• Work to complete: Using the listing below, return every line that includes "COSTANTINOPOLI".

• Material for this task:
§ §

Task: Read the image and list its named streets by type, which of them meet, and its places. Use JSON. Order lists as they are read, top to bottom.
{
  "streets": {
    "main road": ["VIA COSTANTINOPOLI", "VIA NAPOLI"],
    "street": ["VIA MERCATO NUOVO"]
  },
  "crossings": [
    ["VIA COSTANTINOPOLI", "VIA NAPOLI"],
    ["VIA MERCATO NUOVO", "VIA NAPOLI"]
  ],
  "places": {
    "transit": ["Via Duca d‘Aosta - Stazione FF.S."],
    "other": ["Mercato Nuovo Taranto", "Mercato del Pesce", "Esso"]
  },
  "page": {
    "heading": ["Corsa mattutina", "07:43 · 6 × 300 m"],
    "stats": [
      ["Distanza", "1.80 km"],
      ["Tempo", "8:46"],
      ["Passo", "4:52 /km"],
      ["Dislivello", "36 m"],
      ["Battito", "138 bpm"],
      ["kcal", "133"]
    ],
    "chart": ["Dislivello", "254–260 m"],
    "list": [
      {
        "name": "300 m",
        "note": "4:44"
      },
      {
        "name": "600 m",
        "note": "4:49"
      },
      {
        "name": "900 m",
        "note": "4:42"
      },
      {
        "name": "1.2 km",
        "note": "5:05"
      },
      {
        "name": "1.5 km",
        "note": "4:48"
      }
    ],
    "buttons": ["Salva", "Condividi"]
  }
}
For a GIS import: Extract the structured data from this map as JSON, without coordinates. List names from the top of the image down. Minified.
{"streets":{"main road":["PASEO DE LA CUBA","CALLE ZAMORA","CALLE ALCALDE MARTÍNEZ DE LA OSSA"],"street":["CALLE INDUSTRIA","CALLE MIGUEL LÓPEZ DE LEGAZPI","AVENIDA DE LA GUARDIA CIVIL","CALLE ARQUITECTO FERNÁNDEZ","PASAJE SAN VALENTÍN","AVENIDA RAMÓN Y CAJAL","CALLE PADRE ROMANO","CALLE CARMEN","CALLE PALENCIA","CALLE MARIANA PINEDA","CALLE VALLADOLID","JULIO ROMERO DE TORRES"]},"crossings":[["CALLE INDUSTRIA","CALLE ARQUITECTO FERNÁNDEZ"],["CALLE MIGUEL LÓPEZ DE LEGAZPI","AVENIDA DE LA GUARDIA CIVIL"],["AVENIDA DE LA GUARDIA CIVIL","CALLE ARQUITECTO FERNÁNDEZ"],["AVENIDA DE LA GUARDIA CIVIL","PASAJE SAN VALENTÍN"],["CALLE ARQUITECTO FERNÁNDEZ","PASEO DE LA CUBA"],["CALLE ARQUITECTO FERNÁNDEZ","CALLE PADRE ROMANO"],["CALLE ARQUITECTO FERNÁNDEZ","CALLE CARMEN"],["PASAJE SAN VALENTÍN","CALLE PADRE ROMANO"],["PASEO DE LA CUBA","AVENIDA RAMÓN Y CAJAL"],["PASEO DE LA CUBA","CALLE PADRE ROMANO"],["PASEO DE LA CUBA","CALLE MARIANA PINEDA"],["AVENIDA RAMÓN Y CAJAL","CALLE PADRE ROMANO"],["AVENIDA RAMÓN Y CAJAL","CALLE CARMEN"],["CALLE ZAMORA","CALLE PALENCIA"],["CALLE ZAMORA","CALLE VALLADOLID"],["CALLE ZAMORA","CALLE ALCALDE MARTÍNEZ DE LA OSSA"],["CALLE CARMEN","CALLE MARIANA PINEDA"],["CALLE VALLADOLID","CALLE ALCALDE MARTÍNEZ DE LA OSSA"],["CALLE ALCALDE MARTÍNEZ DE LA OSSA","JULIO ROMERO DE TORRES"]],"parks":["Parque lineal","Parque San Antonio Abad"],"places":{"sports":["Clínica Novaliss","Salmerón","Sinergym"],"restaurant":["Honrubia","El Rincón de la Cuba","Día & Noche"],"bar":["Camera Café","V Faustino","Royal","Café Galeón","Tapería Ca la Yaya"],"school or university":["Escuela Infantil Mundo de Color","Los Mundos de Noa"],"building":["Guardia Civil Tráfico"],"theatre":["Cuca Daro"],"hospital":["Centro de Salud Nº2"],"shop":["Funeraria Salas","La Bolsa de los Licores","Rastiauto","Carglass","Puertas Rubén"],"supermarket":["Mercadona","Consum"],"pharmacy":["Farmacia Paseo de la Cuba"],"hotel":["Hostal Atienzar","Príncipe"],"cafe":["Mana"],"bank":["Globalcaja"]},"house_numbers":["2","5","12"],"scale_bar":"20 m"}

§ §

• Answer space:
    "main road": ["VIA COSTANTINOPOLI", "VIA NAPOLI"],
    ["VIA COSTANTINOPOLI", "VIA NAPOLI"],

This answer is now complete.